KR940004811B1 - Process for preparing benzoxazine derivatives - Google Patents

Abstract

A method for preparing 9-halo-7-oxo-2,3-dihydro-7H-pyrido [1,2,3-de [1,4 benzoxazine-6-carboxylic acid derivs. of formula (I) comprises: (a) reacting a cpd. of formula (II) with dialkyl alkoxy methylene malonate of formula (III) to obtain a cpd. of formula (IV); (b) cyclizing (IV) in diphenylether solvent at 150-250 deg.C for 2-4 hrs.; (c) reacting the obtd. cpd. with a cpd. of formula (V); (d) hydrolyzing the obtd. cpd.; and (e) reacting the obtd. cpd. with AH. The catalyst of the cyclization reaction is pref. polyphosphoric acid or its acid ester. In the formulas, R = H or C1-6 alkyl; R1 = C1-2 alkyl; X = halogen; A = mono-, di- or ring-substd. amino gp. The cpds. (I) is useful as an antibacterial agent.

Description

Method for preparing benzoxazine derivatives

The present invention provides 9-halo-7-oxo-2,3-dihydro-7H-pyrido [1,2,3-de] [1,4] -benzox of the following general formula used as an antimicrobial agent It relates to a photo-6-carboxylic acid derivative and a method for preparing a pharmaceutically acceptable salt thereof.

Wherein X represents a halogen atom, R represents a hydrogen atom or a lower alkyl group of 1 to 6 carbon atoms, and A represents a cyclic substituted amino group containing a single substituted amino group, a di (di) substituted amino group, or another hetero atom Indicates.

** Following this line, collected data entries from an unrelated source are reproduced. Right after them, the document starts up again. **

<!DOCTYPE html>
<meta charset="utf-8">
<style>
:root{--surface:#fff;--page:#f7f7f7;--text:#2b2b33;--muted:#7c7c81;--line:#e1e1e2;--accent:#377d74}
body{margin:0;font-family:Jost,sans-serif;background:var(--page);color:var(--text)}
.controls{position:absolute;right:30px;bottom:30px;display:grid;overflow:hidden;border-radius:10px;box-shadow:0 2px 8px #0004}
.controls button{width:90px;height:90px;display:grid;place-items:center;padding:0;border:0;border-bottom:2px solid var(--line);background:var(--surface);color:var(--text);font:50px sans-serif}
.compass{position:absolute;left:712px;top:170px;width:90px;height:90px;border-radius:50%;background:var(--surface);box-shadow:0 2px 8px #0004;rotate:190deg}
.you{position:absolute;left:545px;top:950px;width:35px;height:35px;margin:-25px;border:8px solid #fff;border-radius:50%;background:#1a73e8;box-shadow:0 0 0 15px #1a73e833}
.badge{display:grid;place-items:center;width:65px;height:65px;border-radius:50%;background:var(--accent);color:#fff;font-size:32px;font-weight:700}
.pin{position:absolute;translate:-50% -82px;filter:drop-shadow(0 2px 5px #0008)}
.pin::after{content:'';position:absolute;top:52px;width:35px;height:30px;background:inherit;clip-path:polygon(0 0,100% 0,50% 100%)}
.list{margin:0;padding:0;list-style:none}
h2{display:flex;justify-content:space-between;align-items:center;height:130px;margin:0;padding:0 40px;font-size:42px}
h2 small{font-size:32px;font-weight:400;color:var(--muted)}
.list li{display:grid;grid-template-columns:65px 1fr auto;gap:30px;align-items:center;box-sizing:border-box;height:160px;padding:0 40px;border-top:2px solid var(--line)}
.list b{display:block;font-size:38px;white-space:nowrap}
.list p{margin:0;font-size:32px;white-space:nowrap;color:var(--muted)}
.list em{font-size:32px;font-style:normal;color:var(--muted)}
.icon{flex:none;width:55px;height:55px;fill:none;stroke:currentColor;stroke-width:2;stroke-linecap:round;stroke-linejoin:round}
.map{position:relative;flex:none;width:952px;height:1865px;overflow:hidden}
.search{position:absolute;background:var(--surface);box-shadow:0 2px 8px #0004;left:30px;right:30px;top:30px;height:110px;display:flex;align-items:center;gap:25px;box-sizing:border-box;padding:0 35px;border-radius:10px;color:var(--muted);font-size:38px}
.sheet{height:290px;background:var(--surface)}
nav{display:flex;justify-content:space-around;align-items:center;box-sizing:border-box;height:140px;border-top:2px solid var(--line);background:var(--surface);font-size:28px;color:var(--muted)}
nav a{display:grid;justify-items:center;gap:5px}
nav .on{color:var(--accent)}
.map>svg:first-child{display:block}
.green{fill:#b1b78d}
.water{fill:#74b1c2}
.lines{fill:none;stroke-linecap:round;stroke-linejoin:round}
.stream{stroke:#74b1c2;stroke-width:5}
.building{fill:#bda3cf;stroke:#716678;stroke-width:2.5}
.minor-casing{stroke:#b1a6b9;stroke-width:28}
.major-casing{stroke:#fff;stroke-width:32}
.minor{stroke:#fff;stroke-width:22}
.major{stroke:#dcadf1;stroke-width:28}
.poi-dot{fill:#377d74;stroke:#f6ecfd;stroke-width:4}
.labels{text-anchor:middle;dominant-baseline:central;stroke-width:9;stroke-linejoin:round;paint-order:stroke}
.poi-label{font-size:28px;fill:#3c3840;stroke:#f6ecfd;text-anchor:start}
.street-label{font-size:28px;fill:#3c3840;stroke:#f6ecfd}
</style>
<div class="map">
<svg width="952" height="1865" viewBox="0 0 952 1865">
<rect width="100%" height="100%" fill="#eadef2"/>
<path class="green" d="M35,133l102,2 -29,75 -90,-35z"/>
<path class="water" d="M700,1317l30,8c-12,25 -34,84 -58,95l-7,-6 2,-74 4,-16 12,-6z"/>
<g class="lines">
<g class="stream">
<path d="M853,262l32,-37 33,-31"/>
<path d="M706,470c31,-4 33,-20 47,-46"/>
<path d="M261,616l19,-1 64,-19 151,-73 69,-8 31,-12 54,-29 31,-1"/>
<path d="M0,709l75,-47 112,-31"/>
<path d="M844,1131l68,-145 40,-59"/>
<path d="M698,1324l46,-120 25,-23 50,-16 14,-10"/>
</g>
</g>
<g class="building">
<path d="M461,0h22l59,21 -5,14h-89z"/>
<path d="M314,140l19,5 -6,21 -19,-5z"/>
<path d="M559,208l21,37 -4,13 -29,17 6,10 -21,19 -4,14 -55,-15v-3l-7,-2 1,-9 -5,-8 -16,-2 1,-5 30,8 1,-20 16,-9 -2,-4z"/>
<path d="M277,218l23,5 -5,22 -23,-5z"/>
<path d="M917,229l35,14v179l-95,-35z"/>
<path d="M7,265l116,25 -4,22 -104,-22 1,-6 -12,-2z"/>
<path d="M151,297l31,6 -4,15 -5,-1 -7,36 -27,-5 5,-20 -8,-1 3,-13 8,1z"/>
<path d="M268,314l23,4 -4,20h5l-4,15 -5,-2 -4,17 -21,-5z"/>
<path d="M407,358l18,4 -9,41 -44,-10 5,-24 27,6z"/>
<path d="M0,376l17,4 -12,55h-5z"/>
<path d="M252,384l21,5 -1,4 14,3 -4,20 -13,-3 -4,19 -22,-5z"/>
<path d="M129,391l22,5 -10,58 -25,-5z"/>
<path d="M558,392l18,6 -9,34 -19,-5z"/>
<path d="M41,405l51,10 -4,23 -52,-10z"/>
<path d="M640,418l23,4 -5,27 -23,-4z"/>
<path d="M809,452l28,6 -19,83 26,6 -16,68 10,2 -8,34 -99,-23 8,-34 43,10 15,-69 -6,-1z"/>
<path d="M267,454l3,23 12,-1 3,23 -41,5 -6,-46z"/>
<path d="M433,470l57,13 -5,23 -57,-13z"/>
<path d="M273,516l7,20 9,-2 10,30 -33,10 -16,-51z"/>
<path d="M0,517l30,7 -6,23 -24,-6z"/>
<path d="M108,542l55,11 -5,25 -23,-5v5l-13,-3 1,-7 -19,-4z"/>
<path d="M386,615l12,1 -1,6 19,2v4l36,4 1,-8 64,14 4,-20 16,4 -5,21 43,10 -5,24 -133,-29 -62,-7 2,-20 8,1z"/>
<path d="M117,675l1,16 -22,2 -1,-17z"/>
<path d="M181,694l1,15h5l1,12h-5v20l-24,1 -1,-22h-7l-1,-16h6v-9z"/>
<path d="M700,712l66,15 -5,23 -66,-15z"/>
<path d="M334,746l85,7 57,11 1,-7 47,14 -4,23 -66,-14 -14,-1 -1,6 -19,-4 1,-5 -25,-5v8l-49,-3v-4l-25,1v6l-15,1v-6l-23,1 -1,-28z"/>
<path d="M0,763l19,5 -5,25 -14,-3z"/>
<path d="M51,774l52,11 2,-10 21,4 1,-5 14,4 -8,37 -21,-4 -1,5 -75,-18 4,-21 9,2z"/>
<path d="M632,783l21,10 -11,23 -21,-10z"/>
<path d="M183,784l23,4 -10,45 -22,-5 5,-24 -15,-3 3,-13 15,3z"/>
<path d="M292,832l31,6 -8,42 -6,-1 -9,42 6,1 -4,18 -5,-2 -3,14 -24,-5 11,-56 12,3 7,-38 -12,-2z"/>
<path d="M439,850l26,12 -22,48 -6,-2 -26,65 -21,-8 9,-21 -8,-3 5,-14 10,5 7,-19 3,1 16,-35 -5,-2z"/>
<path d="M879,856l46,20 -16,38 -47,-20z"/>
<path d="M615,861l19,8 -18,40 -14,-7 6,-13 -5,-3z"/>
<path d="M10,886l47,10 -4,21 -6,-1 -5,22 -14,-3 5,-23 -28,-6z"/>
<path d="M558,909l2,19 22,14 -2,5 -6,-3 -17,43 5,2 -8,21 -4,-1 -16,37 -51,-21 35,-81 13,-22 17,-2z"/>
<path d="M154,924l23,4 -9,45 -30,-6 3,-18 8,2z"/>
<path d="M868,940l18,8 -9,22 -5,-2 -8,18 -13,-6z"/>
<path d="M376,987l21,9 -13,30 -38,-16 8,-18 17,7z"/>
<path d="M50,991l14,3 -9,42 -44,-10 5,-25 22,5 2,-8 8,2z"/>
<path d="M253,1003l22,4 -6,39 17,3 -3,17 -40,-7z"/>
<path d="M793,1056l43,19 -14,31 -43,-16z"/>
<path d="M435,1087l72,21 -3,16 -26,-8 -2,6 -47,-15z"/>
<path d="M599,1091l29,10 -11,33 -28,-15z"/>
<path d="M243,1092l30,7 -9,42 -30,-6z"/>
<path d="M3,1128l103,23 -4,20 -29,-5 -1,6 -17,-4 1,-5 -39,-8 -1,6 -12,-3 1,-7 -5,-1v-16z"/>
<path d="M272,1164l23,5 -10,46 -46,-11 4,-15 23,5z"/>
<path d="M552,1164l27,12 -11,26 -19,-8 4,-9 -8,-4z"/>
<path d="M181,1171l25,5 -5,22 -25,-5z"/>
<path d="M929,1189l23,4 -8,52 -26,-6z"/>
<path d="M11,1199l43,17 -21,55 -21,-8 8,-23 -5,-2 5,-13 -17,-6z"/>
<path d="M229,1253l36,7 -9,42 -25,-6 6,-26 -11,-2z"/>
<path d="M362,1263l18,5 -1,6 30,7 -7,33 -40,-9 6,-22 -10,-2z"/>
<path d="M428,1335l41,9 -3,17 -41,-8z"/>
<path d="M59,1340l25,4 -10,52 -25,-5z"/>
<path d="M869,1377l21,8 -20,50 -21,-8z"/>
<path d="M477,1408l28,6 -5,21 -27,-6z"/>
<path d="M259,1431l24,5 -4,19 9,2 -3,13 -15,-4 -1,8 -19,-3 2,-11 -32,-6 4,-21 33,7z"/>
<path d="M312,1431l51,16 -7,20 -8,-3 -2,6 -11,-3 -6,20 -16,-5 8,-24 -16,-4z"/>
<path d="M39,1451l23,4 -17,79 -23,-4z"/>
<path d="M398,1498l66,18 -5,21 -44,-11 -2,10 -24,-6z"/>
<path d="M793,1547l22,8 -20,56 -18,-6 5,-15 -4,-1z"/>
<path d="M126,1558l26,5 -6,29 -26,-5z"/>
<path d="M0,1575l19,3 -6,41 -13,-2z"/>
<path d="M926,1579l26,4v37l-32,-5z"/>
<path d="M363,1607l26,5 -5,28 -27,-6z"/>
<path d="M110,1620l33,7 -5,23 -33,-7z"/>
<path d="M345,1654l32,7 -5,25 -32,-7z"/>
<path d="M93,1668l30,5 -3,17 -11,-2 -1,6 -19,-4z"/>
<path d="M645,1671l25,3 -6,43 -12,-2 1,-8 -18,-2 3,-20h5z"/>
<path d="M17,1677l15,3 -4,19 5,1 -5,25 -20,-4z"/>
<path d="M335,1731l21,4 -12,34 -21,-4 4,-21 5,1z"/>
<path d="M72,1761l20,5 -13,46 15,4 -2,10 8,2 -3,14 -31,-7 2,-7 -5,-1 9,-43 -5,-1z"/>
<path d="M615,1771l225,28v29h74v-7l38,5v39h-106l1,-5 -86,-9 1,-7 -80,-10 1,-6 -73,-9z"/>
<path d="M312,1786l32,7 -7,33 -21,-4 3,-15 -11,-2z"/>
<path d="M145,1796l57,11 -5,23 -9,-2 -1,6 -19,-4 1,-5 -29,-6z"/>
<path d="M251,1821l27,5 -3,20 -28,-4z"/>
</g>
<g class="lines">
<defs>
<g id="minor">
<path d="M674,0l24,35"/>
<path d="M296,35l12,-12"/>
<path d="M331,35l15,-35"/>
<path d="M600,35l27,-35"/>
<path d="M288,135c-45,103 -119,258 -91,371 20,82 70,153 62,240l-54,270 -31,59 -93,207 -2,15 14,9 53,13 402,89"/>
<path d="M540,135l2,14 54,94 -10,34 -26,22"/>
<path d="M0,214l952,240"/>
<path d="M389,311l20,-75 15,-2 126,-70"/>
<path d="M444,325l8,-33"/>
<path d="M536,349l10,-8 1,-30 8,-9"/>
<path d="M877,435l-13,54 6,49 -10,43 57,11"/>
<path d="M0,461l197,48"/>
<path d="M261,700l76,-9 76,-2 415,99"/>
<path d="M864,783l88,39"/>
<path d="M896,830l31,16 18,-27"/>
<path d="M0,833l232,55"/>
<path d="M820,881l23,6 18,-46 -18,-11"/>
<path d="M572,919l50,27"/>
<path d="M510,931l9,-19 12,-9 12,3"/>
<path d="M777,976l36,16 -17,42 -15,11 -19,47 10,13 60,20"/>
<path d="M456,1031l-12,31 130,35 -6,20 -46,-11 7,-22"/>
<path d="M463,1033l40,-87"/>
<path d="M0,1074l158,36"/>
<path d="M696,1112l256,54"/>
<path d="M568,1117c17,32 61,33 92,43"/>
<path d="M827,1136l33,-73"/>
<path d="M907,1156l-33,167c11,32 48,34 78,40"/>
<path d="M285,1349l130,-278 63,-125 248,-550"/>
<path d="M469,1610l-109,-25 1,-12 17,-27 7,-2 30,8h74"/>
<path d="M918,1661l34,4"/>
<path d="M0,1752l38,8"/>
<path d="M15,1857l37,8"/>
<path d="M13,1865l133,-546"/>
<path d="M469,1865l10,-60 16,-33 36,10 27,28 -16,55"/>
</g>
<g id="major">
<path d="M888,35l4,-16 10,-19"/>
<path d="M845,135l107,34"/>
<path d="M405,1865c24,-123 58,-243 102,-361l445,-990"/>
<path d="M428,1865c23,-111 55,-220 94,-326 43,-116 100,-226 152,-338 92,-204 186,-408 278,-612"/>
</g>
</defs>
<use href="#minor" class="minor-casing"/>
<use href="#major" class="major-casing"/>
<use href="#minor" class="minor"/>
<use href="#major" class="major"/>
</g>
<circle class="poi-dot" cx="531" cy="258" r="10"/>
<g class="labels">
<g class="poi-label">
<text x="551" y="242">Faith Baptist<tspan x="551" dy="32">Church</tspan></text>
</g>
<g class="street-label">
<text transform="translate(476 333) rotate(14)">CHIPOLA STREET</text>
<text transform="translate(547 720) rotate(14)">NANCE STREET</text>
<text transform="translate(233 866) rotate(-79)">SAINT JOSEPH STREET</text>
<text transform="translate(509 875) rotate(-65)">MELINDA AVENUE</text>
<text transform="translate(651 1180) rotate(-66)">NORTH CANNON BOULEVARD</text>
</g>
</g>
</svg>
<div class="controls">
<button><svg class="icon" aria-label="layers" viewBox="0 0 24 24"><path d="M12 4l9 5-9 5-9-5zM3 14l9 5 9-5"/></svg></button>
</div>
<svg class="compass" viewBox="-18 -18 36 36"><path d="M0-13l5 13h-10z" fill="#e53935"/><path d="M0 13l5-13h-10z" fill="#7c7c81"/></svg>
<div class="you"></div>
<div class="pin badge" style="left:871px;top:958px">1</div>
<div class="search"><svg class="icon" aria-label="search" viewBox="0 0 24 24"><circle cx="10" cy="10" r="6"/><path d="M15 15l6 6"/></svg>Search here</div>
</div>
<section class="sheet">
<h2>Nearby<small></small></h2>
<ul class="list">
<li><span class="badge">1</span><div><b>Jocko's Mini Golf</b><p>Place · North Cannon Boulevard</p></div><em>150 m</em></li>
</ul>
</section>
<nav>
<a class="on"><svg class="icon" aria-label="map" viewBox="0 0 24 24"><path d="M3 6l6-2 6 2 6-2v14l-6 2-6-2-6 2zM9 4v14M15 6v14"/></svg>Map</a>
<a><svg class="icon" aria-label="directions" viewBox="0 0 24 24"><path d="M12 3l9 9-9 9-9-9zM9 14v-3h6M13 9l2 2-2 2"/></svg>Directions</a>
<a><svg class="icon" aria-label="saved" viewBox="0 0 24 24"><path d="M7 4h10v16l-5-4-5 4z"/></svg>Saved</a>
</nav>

Examples of monosubstituted amino groups include monoethyl amino groups and monomethylamino groups, examples of di-substituted amino groups include dimethylamino groups and diethylamino groups, and cyclic substituted amino groups mean amino groups having 4-7 membered rings. Azetidinyl, pyrrolidinyl, morpholininyl, piperazinyl and homopiperazinyl, more specifically 4-methyl-1-piperazinyl, 1-piperazinyl, 1-pyrrolidinyl , 3-hydroxy-1-pyrrolidinyl, 1-piperidinyl, 4-hydroxy-1-piperidinyl, 3-hydroxy-1-piperidinyl, 4-morpholinyl, 4- (2 -Hydroxyethyl) piperazinyl, 3,5-dimethyl-1-piperazinyl, 4-dimethylamino-1-piperazinyl, homopiperazinyl, 1-pyrazolidyl, 2-methyl-1-pyra Zolidyl and the like.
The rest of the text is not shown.